Source data =>
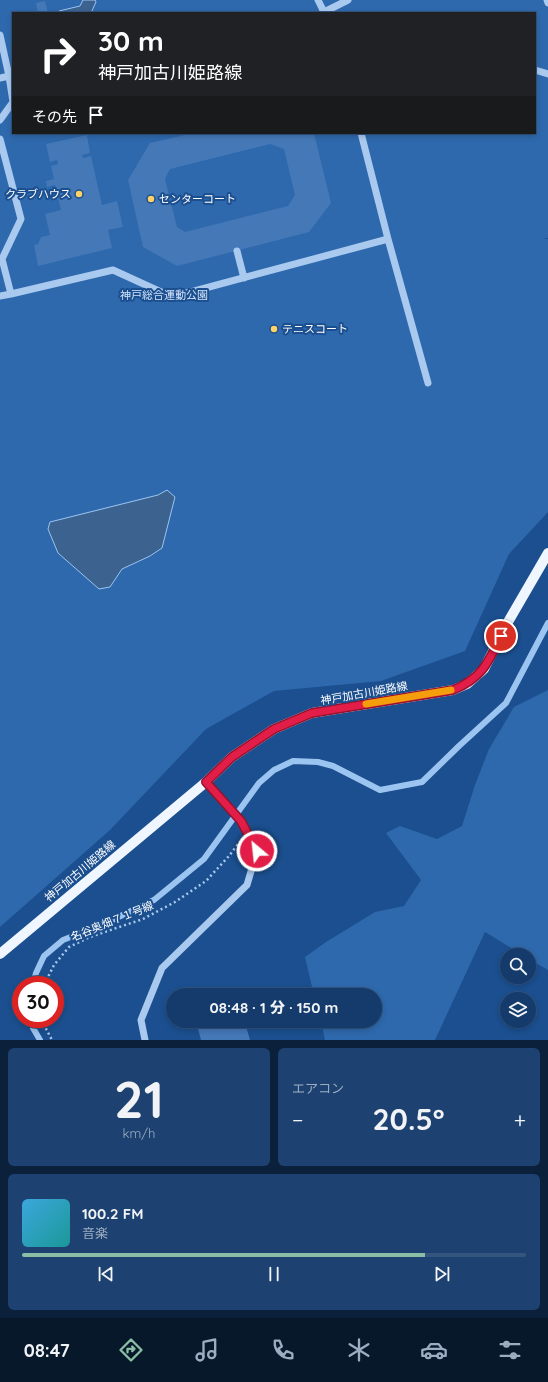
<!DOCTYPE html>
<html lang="ja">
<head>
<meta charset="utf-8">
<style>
  body { margin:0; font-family:Quicksand,"Noto Sans JP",sans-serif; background:#1d4271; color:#f1f3f6; height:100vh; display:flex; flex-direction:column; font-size:15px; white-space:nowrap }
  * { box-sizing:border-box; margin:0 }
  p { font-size:13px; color:#9dadc1 }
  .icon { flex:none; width:22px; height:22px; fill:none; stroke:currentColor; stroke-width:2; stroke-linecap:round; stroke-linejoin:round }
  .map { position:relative; height:1040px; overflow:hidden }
  .drawer { display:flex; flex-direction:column; gap:8px; padding:8px; background:#0b203b; flex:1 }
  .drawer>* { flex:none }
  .hud { position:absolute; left:12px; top:12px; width:524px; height:122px; border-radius:0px; box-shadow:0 2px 6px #0003,0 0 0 1px #33557e; background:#202124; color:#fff; overflow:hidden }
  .buttons { position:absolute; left:500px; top:948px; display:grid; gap:8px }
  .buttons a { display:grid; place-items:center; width:36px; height:36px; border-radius:50%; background:#143b6b; box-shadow:0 2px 6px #0003,0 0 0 1px #33557e; font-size:20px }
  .speed { position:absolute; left:12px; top:976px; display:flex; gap:8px; font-size:20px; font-weight:700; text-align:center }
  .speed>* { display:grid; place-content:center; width:52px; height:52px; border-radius:50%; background:#143b6b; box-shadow:0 2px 6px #0003,0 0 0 1px #33557e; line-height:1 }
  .speed .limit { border:6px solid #d22; background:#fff; color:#111 }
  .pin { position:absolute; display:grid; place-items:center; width:34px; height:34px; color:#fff; margin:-17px; border:2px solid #fff; border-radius:50%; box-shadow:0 1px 4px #0007 }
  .me { position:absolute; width:44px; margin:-22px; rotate:332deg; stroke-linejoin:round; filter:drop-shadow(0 0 3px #0008) }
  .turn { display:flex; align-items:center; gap:14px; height:84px; padding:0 20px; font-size:18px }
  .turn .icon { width:52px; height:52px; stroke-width:2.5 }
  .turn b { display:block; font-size:28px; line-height:34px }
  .then { display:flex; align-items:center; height:38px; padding:0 20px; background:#0003; gap:8px; font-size:15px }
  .big { font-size:30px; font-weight:800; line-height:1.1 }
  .drawer .card { flex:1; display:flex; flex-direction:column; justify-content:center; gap:6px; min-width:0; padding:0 14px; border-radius:6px; background:#1d4271 }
  .drawer .dial { align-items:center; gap:0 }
  .dial b { font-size:52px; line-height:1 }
  .song { display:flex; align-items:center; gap:12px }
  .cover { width:48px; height:48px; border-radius:6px; background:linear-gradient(135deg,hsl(200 70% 55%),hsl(180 70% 35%)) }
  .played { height:4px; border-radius:2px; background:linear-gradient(90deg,#8abfa5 80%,#33557e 80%) }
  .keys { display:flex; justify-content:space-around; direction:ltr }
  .heat { display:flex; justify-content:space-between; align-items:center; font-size:22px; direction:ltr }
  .drawer .tiles { flex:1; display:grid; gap:8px; grid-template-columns:1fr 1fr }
  .card:last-child { grid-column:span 2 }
  .trip { position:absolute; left:166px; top:988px; width:216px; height:40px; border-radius:20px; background:#143b6b; box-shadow:0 2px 6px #0003,0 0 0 1px #33557e; font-weight:800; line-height:40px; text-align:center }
  .dock { display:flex; height:64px; justify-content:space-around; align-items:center; background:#08182b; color:#9dadc1 }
  .dock .icon { width:28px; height:28px }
  .dock .current { color:#8abfa5 }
  .dock b { font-size:18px; color:#f1f3f6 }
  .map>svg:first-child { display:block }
</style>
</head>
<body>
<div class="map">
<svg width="548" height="1040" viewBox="0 0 548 1040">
  <rect width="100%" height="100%" fill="#1b4f8f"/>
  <!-- green -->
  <path fill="#2e69ad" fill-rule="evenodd" d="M 0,0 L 548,0 L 548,238 L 543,239 L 548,239 L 548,512 L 509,554 L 465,651 L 381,681 L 274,691 L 206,729 L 110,830 L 0,927 ZM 13,13 L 535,13 L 535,133 L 13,133 Z
    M 548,690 L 548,970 L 529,959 L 529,955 L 523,955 L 485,932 L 435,1040 L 325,1040 L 321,1021 L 375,1021 L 375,995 L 314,995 L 305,957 L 326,942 L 375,912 L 404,906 L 421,880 L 386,833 L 400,826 L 437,839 L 462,826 L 475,785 L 489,749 L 514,707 Z"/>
  <!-- water -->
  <path fill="#3c6290" stroke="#9cc4f0" d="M 83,0 L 95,0 L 96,2 L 91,13 L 61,13 L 59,11 L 80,6 Z
    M 167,490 L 175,497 L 162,548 L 150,556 L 122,569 L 110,587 L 99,589 L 58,553 L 48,529 L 50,522 L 158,495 Z"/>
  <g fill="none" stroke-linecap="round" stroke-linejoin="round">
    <!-- stream -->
    <path stroke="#9cc4f0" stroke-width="6" d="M 33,985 L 36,973 L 44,956 L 63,940 L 106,923 L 154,900 L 204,859 L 259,783 L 274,770 L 293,761 L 318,762 L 333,766 L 380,790 L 422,782 L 459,746 L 506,703 L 548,623
      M 32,1019 L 33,1028 L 40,1040"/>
  </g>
  <!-- building -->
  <path fill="#4478b7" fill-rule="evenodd" d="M 45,1 L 48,13 L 38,13 L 36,3 Z
    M 194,133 L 314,133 L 331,203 L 309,232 L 177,266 L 143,247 L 128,180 L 150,143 ZM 270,144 L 284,149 L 295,195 L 288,206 L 185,232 L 177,227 L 165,179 L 170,169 Z
    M 87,135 L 90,153 L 82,155 L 83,158 L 91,156 L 102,205 L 117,201 L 123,227 L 108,230 L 112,248 L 38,266 L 34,245 L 38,244 L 41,237 L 50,235 L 45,214 L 61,210 L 55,185 L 47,187 L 46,181 L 54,179 L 51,166 L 58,164 L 57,160 L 50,162 L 46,144 Z
    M 196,1021 L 250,1021 L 245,1023 L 250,1040 L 201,1040 Z"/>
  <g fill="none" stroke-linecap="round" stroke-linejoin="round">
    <!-- path -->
    <path stroke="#a9c9ee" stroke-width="2.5" stroke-dasharray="2 3" stroke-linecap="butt" d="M 44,985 L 54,965 L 69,947 L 90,937 L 143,919 L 175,902 L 206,881 L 229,856 L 238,844
      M 43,1019 L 43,1023 L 52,1040"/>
    <!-- minor -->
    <path stroke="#a9c9ee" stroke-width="7" d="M 318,0 L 324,12 L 322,13
      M 547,0 L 548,3
      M 324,12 L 348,0
      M 0,35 L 9,76 L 13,102
      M 535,70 L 548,74
      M 0,78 L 9,76
      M 0,120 L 13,102
      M 0,139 L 21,219 L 2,259 L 11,294 L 0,296
      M 388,239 L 428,383
      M 237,251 L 244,278
      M 11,294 L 113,270 L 172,297 L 388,239 L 361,133
      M 145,1040 L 141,1020 L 162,968 L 247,885 L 257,851 L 241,821 L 206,782"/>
    <!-- major -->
    <path stroke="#f0f6ff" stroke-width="10" d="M 0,954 L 206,782 L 232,757 L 274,729 L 312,713 L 453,690 L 467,684 L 484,669 L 508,622 L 548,553"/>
  </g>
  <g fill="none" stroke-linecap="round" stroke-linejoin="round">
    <defs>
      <path id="route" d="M 257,851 L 241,821 L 206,782 L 232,757 L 274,729 L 312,713 L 453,690 C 482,678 488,663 501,636"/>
    </defs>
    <!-- route casing -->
    <use href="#route" stroke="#92132f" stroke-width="10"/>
    <!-- route -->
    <use href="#route" stroke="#e11d48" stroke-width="7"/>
    <!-- slow -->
    <path stroke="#f59e0b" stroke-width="7" d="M 366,704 L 451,690"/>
  </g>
  <!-- markers -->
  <g fill="#ffd166" stroke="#1b4f8f" stroke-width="1.5">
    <circle cx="79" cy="194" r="4"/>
    <circle cx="151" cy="199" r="4"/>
    <circle cx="274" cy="329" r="4"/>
  </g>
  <g text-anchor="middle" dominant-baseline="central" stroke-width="4" stroke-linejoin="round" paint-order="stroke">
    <!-- poi labels -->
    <g font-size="11" fill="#fff" stroke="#1b4f8f" text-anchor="start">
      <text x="71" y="194" text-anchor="end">クラブハウス</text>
      <text x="159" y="199">センターコート</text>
      <text x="282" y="329">テニスコート</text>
    </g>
    <!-- park labels -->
    <g font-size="11" fill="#cfe3fa" stroke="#1b4f8f">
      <text x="164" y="295">神戸総合運動公園</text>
    </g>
    <!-- street labels -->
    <g font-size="11" fill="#fff" stroke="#1b4f8f">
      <text transform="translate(364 693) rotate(-10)">神戸加古川姫路線</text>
      <text transform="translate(80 871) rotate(-40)">神戸加古川姫路線</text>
      <text transform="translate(112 921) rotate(-22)">名谷奥畑７１号線</text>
    </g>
  </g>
</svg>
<div class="buttons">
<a><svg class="icon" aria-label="search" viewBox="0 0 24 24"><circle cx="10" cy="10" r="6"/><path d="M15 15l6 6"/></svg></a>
<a><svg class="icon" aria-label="layers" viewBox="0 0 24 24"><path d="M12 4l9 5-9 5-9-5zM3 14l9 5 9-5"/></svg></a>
</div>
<div class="speed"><div class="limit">30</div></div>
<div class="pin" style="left:501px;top:636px;background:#d93025"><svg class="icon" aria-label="arrive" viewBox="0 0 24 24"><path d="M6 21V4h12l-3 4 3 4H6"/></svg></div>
<svg class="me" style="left:257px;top:851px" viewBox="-20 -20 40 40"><circle r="17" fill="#e11d48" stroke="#fff" stroke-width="3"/><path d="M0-11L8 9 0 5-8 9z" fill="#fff"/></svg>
<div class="trip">08:48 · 1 分 · 150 m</div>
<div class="hud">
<div class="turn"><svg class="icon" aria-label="right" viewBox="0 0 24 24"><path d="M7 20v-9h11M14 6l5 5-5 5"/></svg><div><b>30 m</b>神戸加古川姫路線</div></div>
<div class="then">その先<svg class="icon" aria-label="arrive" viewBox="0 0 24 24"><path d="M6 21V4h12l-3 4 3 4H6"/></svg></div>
</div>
</div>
<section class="drawer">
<div class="tiles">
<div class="card dial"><b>21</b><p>km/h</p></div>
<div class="card"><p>エアコン</p>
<div class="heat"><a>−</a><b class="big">20.5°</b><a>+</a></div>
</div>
<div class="card">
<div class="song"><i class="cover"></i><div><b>100.2 FM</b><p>音楽</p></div></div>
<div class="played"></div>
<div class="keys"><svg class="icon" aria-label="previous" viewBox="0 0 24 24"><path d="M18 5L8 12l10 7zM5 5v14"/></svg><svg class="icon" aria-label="pause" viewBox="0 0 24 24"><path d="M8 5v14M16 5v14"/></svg><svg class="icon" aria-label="next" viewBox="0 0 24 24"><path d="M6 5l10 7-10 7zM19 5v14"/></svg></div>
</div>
</div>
</section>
<nav class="dock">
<b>08:47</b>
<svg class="icon current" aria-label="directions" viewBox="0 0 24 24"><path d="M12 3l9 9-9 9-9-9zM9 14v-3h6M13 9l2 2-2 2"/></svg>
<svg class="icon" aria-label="music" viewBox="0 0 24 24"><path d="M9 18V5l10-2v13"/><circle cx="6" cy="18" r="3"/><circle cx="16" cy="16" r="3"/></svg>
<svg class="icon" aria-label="phone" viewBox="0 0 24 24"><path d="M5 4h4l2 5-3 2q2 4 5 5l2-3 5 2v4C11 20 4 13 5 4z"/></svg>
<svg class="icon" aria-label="climate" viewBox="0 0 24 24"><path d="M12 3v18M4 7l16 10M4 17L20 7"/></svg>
<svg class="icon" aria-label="car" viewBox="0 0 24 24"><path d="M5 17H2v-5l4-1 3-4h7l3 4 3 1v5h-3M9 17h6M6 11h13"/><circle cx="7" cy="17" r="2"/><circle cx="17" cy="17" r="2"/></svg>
<svg class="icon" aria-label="filters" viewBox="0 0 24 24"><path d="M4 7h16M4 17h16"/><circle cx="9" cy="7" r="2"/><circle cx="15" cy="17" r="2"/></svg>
</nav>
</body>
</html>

About this task => The lines above from the one containing "display:flex; align-items:center; gap:14px;" through the one containing "font-size:30px; font-weight:800; line-height:1.1" are to be set down exactly, and no others.

Written response =>
  .turn { display:flex; align-items:center; gap:14px; height:84px; padding:0 20px; font-size:18px }
  .turn .icon { width:52px; height:52px; stroke-width:2.5 }
  .turn b { display:block; font-size:28px; line-height:34px }
  .then { display:flex; align-items:center; height:38px; padding:0 20px; background:#0003; gap:8px; font-size:15px }
  .big { font-size:30px; font-weight:800; line-height:1.1 }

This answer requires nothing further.